Nicolai Khalezin, Natalia Kaliada and the Company
Belarus Free Theatre
Young Vic's Maria Studio

Stephanie Pan Credit: Simon Annand
Trash Cuisine Company Credit: Simon Annand
Trash Cuisine Company Credit: Simon Annand

The return of Belarus Free Theatre to the Young Vic is a timely reminder that censorship still exists, since the company is currently banned in its home country.

Unlike Minsk 2011, which played in the Maria Studio last year, this piece is fiercely disciplined and, as a result, continually hits its chosen targets with pinpoint accuracy.

That is to be applauded, since the company uses this project to publicise the terrors of torture and genocide from many countries around the world.

Rather than merely telling or enacting the true stories that make up the 100 minutes, the eight-strong ensemble uses a variety of forms, both theatrical and beyond.

The ostensible theme holding the evening together is cuisine and food gets used in numerous ways to illuminate horrors that often seem unbelievable.

From their home in Belarus to Thailand, Rwanda, Northern Ireland and the USA, amongst many other countries, the tales of man's inhumanity to man just keep coming.

However, this company is wise enough to understand the need to turn the evening into something more memorable and palatable than a mere catalogue of evil.

As a result, they use dance and physical elements, humour, music and striking visual imagery to lighten and darken the tone, as appropriate. The combination makes Trash Cuisine extraordinary and helps to achieve the goal of making viewers understand some of the repression that is going on around the world and, presumably might persuade them to take some affirmative action in an attempt to prompt change.

Innocent pineapples, strawberries, pulses and flour take on the same sinister symbolism as force-fed poultry and, by the end, anyone in the front few rows will be triply tearful. First, they will be contemplating some serious dry cleaning bills, secondly sniffing back the consequences of concerted onion-chopping and last, but certainly not least, sympathising with the world's victims.

Belarus Free Theatre is a company that demands much from its actors too. Indeed, unless they have total commitment to the cause, no one in their right mind would join up.

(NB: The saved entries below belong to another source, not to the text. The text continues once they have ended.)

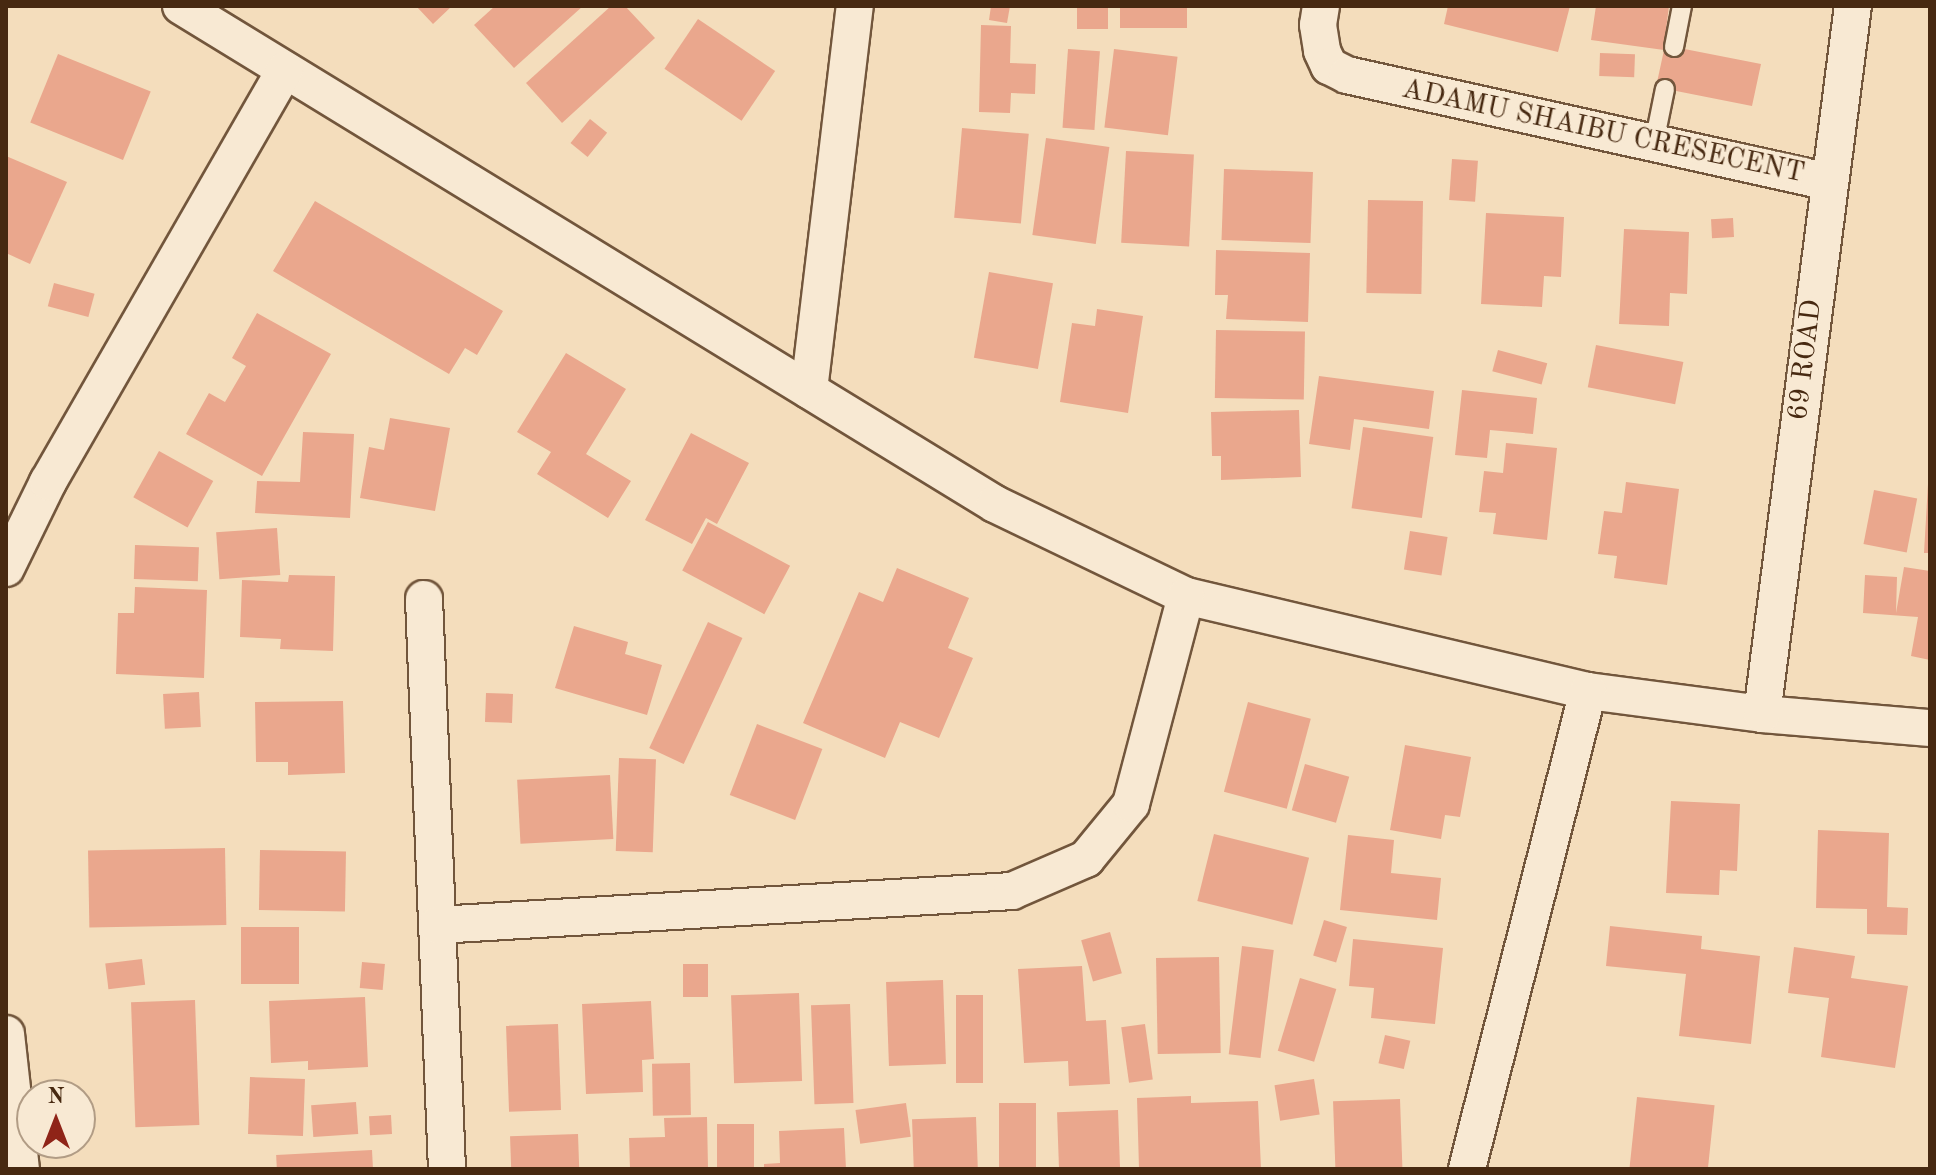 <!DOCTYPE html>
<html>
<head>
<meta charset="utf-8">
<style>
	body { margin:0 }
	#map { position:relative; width:1936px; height:1175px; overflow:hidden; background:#f4ddbc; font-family:"Old Standard TT",serif }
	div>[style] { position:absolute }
	.building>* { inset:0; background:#eaa78d; transform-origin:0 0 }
	.roads { filter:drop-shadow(2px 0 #72563c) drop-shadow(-2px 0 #72563c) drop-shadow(0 2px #72563c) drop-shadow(0 -2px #72563c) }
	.service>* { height:18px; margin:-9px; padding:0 9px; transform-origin:9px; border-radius:9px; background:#f8e9d3 }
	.minor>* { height:36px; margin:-18px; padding:0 18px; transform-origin:18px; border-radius:18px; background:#f8e9d3 }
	span { translate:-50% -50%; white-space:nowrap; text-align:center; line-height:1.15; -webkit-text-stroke:7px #f8e9d3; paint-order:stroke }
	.street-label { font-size:28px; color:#472911 }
	.frame { position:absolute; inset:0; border:8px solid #472911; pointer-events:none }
	.north { position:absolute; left:16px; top:1079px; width:80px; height:80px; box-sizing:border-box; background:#f8e9d3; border:2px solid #b19c85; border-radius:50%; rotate:0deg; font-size:22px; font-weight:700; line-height:32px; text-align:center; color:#472911 }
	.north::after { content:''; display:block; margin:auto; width:28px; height:36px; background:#8f2418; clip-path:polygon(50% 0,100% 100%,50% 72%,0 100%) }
</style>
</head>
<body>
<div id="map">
	<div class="building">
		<div style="clip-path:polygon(416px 6px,452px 6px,433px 24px)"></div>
		<div style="clip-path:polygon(495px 6px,583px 6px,514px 68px,474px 25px)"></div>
		<div style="clip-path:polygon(611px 6px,625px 6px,655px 38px,562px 123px,526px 83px)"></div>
		<div style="clip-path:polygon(991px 6px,1010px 6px,1007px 23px,989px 20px)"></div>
		<div style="left:1077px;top:6px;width:31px;height:23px"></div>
		<div style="left:1120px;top:6px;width:67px;height:22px"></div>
		<div style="clip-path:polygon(1448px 6px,1570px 6px,1558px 52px,1444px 24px)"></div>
		<div style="clip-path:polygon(1596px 6px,1669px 6px,1664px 45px,1761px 64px,1752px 106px,1656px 87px,1664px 50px,1591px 40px)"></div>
		<div style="left:698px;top:19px;width:93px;height:60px;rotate:34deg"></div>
		<div style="clip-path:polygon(981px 25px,1011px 26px,1010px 63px,1036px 64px,1035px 94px,1011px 93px,1010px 113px,979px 112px)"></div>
		<div style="left:1068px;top:49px;width:32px;height:79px;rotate:4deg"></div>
		<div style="left:1114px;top:49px;width:64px;height:79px;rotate:7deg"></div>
		<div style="left:1600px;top:53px;width:35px;height:23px;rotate:2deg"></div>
		<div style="left:58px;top:54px;width:100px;height:74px;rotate:22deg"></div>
		<div style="left:590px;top:119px;width:22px;height:31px;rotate:39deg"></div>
		<div style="left:962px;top:128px;width:67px;height:90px;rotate:5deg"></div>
		<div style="left:1046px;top:138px;width:64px;height:98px;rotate:8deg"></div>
		<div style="left:1126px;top:151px;width:68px;height:92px;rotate:3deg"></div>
		<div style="clip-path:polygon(6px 156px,67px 182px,30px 264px,6px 253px)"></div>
		<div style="left:1452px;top:159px;width:26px;height:41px;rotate:4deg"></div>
		<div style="left:1224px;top:169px;width:89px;height:71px;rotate:2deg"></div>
		<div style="left:1368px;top:200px;width:55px;height:93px;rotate:1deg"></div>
		<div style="clip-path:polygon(315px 201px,503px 311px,477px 355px,465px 348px,449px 374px,273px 271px)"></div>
		<div style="clip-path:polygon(1486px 213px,1564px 217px,1561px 277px,1544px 276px,1542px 307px,1481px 304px)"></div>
		<div style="left:1733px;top:218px;width:19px;height:22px;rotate:87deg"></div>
		<div style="clip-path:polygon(1624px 229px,1689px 232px,1687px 294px,1670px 293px,1669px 326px,1619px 324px)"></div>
		<div style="clip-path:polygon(1216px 250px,1310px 253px,1308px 322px,1226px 319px,1228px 295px,1215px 295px)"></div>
		<div style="left:989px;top:272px;width:65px;height:87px;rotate:10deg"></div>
		<div style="left:54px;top:283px;width:42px;height:24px;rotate:15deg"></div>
		<div style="clip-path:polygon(1097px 309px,1143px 316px,1128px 413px,1060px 402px,1072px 323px,1095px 326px)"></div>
		<div style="clip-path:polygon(257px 313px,331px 354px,262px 476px,186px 434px,209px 393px,225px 402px,246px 366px,232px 358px)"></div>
		<div style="left:1216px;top:330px;width:89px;height:68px;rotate:1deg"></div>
		<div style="left:1596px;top:345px;width:89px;height:43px;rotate:11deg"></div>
		<div style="left:1498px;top:350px;width:51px;height:22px;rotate:15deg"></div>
		<div style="clip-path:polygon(566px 353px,626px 389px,586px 454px,631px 481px,608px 518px,537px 474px,551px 452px,517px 432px)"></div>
		<div style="clip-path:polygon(1319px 376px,1434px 391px,1429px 429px,1354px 419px,1350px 450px,1309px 444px)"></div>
		<div style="clip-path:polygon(1462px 390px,1537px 398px,1533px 434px,1490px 430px,1487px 458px,1455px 455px)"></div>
		<div style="clip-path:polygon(1299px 410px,1301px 477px,1221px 480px,1221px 456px,1212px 456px,1211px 412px)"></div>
		<div style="clip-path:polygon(390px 418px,450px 428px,435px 511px,360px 498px,369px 447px,384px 450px)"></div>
		<div style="left:1363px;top:427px;width:71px;height:82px;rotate:8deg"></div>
		<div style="clip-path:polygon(303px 432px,354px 434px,350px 518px,255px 513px,257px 481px,300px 482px)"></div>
		<div style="clip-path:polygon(691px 433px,749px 463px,717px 524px,706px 518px,692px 544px,645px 520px)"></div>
		<div style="clip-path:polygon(1506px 443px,1557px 448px,1547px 540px,1493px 534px,1496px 513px,1479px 512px,1484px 471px,1503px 473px)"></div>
		<div style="left:159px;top:451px;width:62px;height:53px;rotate:29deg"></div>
		<div style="clip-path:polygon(1626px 482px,1679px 489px,1667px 585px,1614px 578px,1617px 556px,1598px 554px,1604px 511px,1622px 513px)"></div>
		<div style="clip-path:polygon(1928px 484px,1930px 484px,1930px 553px,1924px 553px)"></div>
		<div style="left:1874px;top:490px;width:44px;height:55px;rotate:11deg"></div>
		<div style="left:708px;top:522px;width:93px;height:55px;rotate:28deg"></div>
		<div style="left:277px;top:528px;width:47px;height:61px;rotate:86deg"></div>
		<div style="left:1410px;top:531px;width:38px;height:39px;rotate:9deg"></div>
		<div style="left:135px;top:545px;width:64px;height:34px;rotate:2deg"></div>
		<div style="clip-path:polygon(1904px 567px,1930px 571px,1930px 660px,1911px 656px,1918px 617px,1863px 613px,1865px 575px,1897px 577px,1896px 613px)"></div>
		<div style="clip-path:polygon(897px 568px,969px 598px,948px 648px,973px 658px,939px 738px,900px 722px,885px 758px,803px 723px,859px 592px,883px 602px)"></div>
		<div style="clip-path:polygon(289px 575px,335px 576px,333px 651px,280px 649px,281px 639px,240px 637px,242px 580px,288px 582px)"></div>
		<div style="clip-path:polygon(135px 587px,207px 590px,204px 678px,116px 674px,118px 613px,134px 613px)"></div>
		<div style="left:708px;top:622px;width:38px;height:139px;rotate:25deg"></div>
		<div style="clip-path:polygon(574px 626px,628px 642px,625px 654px,662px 665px,647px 715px,555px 688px)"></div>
		<div style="left:199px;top:692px;width:35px;height:36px;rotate:87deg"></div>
		<div style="left:486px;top:693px;width:27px;height:29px;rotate:2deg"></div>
		<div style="clip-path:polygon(343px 701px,345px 773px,288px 775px,288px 762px,256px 762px,255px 702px)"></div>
		<div style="left:1248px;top:702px;width:65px;height:93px;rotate:15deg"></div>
		<div style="left:757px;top:724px;width:70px;height:76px;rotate:21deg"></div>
		<div style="clip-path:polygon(1405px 745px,1471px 757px,1460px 817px,1445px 815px,1441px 839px,1390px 830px)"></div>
		<div style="left:619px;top:758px;width:37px;height:93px;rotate:2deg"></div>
		<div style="left:1305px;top:764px;width:46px;height:48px;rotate:16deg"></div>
		<div style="left:610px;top:775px;width:64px;height:93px;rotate:87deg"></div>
		<div style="clip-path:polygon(1671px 801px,1740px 804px,1737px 871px,1720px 870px,1719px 895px,1666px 893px)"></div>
		<div style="clip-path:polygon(1818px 830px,1889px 833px,1887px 907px,1908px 908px,1907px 935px,1867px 934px,1867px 909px,1816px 908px)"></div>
		<div style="left:1214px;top:834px;width:98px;height:69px;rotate:14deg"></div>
		<div style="clip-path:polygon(1348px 835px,1394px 840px,1391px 873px,1441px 878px,1437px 920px,1340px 910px)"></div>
		<div style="left:225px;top:848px;width:77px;height:137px;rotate:89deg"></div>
		<div style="left:260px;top:850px;width:86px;height:60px;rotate:1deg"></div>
		<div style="left:1324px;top:920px;width:24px;height:37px;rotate:17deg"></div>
		<div style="clip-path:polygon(1610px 926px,1702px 936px,1701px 949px,1760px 956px,1751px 1044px,1679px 1036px,1686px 974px,1606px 966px)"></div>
		<div style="left:241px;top:927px;width:58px;height:57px"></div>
		<div style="left:1110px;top:932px;width:43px;height:30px;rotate:74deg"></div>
		<div style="clip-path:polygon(1353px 939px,1443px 948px,1435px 1024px,1371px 1018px,1374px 988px,1349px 986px)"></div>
		<div style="left:1242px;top:946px;width:32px;height:109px;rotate:7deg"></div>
		<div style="clip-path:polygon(1794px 947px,1855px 956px,1851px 978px,1908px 986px,1895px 1068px,1821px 1057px,1829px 998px,1788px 993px)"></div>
		<div style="left:1219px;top:957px;width:96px;height:63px;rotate:89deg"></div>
		<div style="left:142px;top:959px;width:26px;height:37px;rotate:83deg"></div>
		<div style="left:362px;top:962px;width:23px;height:26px;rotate:5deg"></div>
		<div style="left:683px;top:964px;width:25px;height:33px"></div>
		<div style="clip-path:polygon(1082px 966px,1086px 1021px,1106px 1020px,1110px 1084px,1069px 1086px,1068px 1061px,1024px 1063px,1018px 969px)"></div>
		<div style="left:1300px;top:978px;width:38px;height:76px;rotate:17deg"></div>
		<div style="left:943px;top:980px;width:84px;height:57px;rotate:88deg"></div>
		<div style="left:799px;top:993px;width:88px;height:68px;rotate:88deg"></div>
		<div style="left:956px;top:995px;width:27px;height:88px"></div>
		<div style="clip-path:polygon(365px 997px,368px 1067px,308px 1070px,308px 1061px,271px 1063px,269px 1001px)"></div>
		<div style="left:195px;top:1000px;width:125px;height:64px;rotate:88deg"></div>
		<div style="clip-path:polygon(651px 1001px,654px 1059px,642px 1060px,643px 1092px,586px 1094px,582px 1004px)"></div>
		<div style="left:850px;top:1004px;width:99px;height:39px;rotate:88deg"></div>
		<div style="left:558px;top:1024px;width:86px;height:52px;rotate:88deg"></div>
		<div style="left:1145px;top:1024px;width:56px;height:24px;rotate:82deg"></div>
		<div style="left:1385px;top:1035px;width:26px;height:29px;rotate:13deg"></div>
		<div style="left:690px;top:1063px;width:52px;height:38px;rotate:89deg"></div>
		<div style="left:250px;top:1077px;width:55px;height:57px;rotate:2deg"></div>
		<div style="left:1314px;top:1079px;width:36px;height:40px;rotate:81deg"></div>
		<div style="clip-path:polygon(1191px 1096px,1191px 1103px,1258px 1101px,1261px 1169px,1139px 1169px,1137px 1098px)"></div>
		<div style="left:1637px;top:1097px;width:78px;height:72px;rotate:6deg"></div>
		<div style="left:1400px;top:1099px;width:70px;height:67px;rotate:88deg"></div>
		<div style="left:356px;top:1102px;width:32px;height:45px;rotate:86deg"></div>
		<div style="left:906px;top:1103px;width:34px;height:51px;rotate:82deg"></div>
		<div style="left:999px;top:1103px;width:37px;height:66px"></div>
		<div style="left:1118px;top:1110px;width:59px;height:61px;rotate:88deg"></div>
		<div style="left:391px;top:1115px;width:19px;height:22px;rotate:87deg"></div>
		<div style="clip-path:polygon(707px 1117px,708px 1168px,630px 1169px,629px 1138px,665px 1137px,664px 1118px)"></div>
		<div style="left:976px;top:1117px;width:52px;height:64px;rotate:88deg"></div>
		<div style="left:717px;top:1124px;width:37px;height:45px"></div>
		<div style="clip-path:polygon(844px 1128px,846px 1169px,764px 1169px,764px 1164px,780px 1163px,779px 1131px)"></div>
		<div style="left:578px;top:1134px;width:35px;height:68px;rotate:88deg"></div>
		<div style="left:372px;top:1150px;width:19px;height:96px;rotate:87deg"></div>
	</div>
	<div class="roads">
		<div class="service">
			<div style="left:1674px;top:47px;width:42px;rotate:-79deg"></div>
			<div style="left:1654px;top:143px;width:55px;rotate:-78.5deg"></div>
		</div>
		<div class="minor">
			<div style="left:181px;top:6px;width:954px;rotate:31.46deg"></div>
			<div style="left:995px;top:504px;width:212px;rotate:25.7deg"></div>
			<div style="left:1186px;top:596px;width:413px;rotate:13.3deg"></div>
			<div style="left:1588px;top:691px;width:176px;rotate:7.5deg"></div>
			<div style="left:1762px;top:714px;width:169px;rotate:4.8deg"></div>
			<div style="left:1321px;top:6px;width:19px;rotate:99deg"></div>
			<div style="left:1318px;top:25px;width:26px;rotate:81deg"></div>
			<div style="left:1322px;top:51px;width:17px;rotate:65deg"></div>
			<div style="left:1329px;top:66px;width:20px;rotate:27deg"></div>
			<div style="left:1347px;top:75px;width:493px;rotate:12.5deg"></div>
			<div style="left:809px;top:390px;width:387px;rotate:-83.2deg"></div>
			<div style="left:6px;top:568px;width:96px;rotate:-64deg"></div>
			<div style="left:48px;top:482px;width:475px;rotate:-60.1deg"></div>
			<div style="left:424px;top:599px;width:570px;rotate:87.69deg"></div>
			<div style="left:1762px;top:714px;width:714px;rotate:-82.68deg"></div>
			<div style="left:437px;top:925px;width:576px;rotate:-3.38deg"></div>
			<div style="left:1012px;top:891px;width:81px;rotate:-23.4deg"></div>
			<div style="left:1086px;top:859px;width:71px;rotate:-50.7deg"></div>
			<div style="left:1131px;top:804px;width:215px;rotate:-75.2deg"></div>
			<div style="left:6px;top:1034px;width:136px;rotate:83.7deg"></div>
			<div style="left:1467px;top:1169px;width:493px;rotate:-75.8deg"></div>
		</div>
	</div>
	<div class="street-label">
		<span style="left:1603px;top:132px;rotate:12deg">ADAMU SHAIBU CRESECENT</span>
		<span style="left:1806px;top:360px;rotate:-83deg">69 ROAD</span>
	</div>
	<div class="frame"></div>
	<div class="north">N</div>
</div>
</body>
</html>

Many examples come to mind. Stephanie Pan, in addition to singing operatically and eating strawberries and cream, delivers a drumming virtuoso that must have made her muscles ache. She also endures two tortuous minutes imitating an electric chair, while most of her colleagues are tied up.

Nastassia Shcherbakis extended between two chairs for as long as her body can take it, while one of the male actors is waterboarded, in a shocking demonstration of what both victims of repressive regimes and theatre companies are obliged to suffer for their beliefs.

Agitprop has rarely seemed more palatable or effective than this powerfully moving piece of political theatre. It isn't always comfortable to watch but anyone who believes in freedom of speech and the civilisation of society will find this production deeply moving.